When departing IFR from a Class D airport, must you wait until the Tower instructs you to change to Departure?
When operating within class D airspace (operating Air Traffic Control Tower) pilots are to maintain communication with the tower until instructed otherwise.
On an IFR flight departing from a tower controlled airport, the tower controller will instruct the pilot when to change frequency to contact the next controller (the IFR Departure Controller). Remain on the current frequency until instructed to change.
Here is an except from the pertinent regulation (FAR Part 91):
§91.129 Operations in Class D airspace.
2) Departing flight. Each person—
(i) From the primary airport or satellite airport with an operating control tower must establish and maintain two-way radio communications with the control tower, and thereafter as instructed by ATC while operating in the Class D airspace area;
Note: It should be noted however, that in the U.S., departing IFR military turboprop/turbojet aircraft (except transport and cargo types) will be instructed to "change to departure control frequency" before takeoff. [ref:FAA JO 7110.65, paragraph 3-9-3 a. 2.]
This requirement allows pilots of single-seat high-performance aircraft, as well as certain other military aircraft, the ability to avoid being distracted by changing to another (e.g., departure control) frequency immediately after takeoff. Further, many military fighter type aircraft used to have (probably some still do) radios positioned in the cockpit in a location that requires looking down or moving the pilot's head/eyes in such a manner that might cause momentary disorientation, which is not a good idea right after takeoff and close to the ground.
U.S. military control towers and some (perhaps most) joint-use military/civilian control towers have an "override" frequency (same frequency as the departure controller uses), for use in case some emergency situation that occurs just before, during, or immediately after departure requires urgent communication with the pilot (e.g., engine fire on takeoff noted by the tower, or similar type situation).

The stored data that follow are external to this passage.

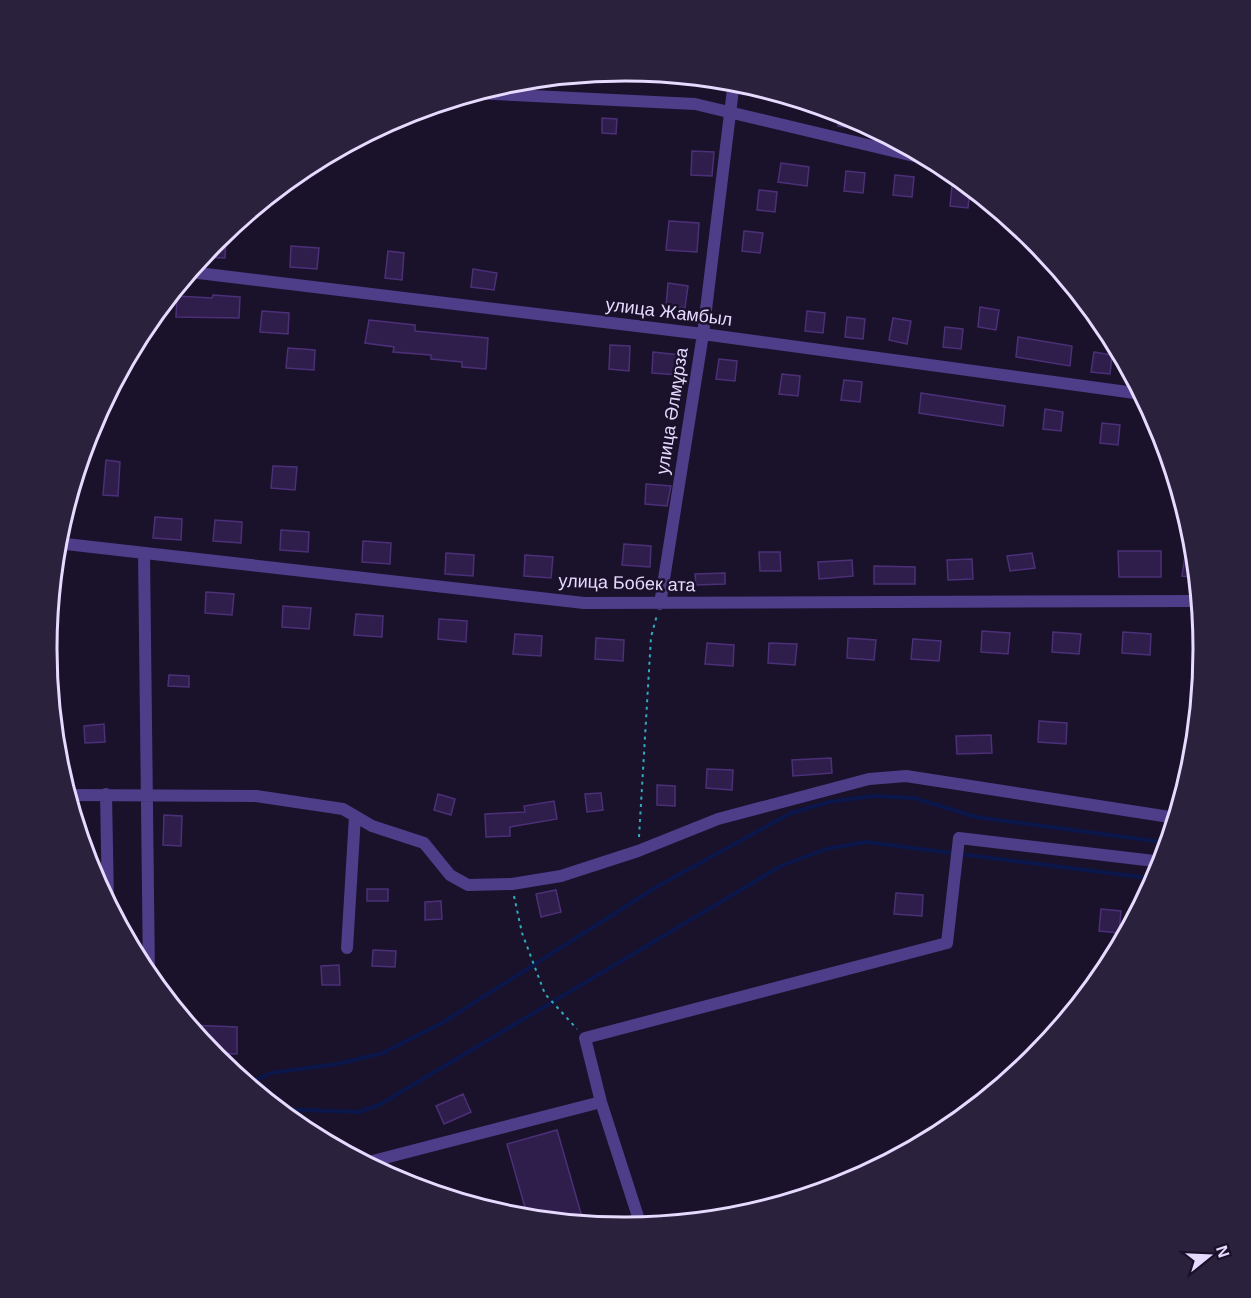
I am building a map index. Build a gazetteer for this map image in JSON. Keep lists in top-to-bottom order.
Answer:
{
  "streets": {
    "street": ["улица Жамбыл", "улица Әлмұрза", "улица Бобек ата"]
  },
  "crossings": [
    ["улица Жамбыл", "улица Әлмұрза"],
    ["улица Әлмұрза", "улица Бобек ата"]
  ],
  "north": "right"
}
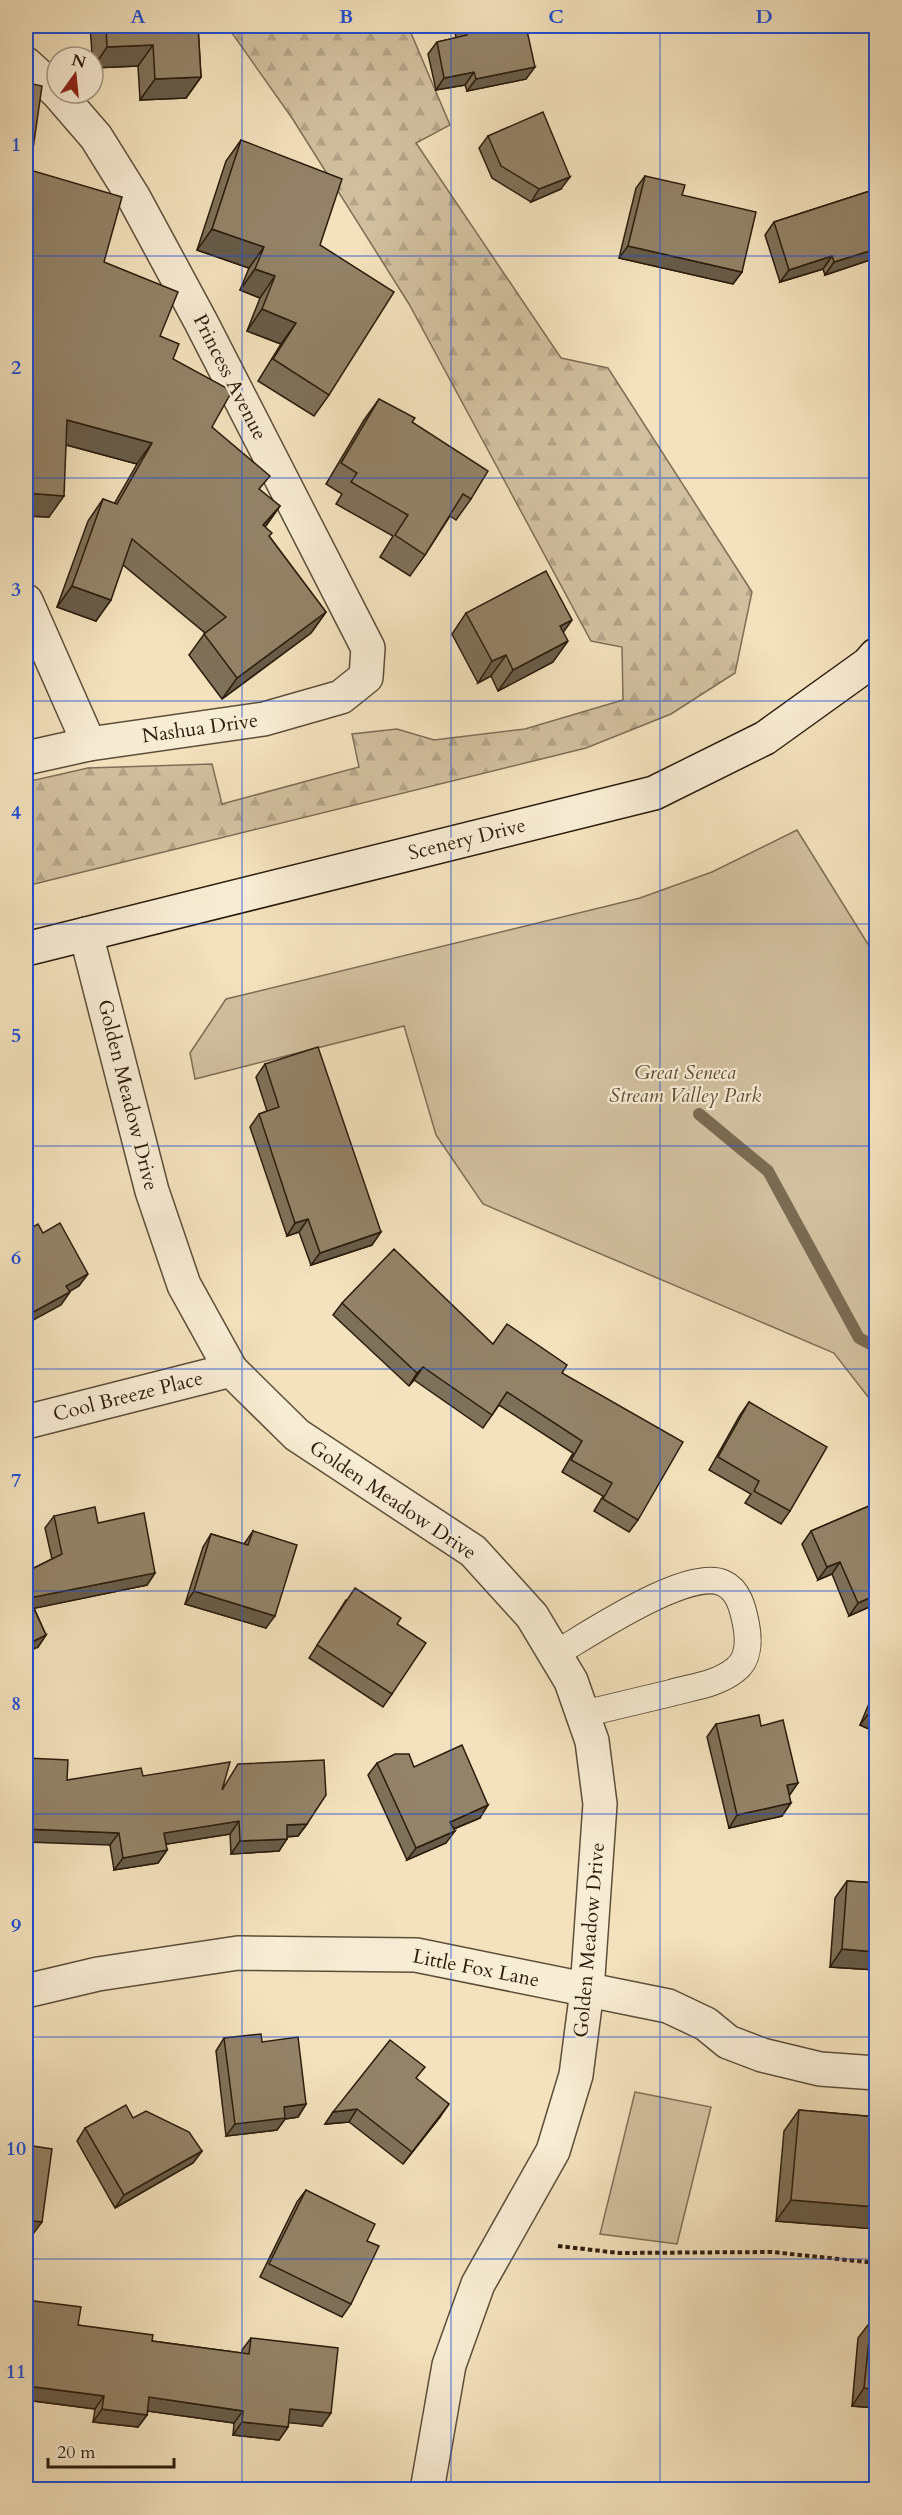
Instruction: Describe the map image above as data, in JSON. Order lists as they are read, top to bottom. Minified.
{"streets":{"street":["Princess Avenue","Nashua Drive","Scenery Drive","Golden Meadow Drive","Cool Breeze Place","Little Fox Lane"]},"crossings":[["Princess Avenue","Nashua Drive"],["Scenery Drive","Golden Meadow Drive"],["Golden Meadow Drive","Cool Breeze Place"],["Golden Meadow Drive","Little Fox Lane"]],"parks":["Great Seneca Stream Valley Park"],"scale_bar":"20 m","north":"top","grid":{"columns":["A","B","C","D"],"rows":["1","2","3","4","5","6","7","8","9","10","11"]}}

You should never leave a control frequency without an explicit instruction to do so. This can be a literal instruction (the controller telling you to contact another unit/frequency), or a procedure described in the AIP. For example, at some airports, a part of the description of the standard instrument departures read "When passing 1000 ft, contact Departure on 124.975" or similar. Here is an example from Copenhagen, Denmark:
Unless such a procedure is in place, you wait until the tower changes you to the next frequency. That's the beauty of flying as a controlled flight - you don't need to worry about which frequency you should be on, the current controller will always hand you over to the next one when required.
Since you are IFR, in your question, you do as told. Which means as instructed or as cleared. If a SID is applicable, you conform to the SID, unless cleared otherwise.
If you are VFR, which you said you were not, then the game is different. In general the do as instructed / cleared applies, but some new nuances come into play.
For example, VFR, you need only maintain tower com while in Class D, so leaving Class D, you can go where you want. May not be considered polite, but if you think you are forgotten, and they are really busy, you might just go. They will see that you checked in with departure at most facilities.
Common courtesy is to let the tower hand you off, or prompt them for a hand off.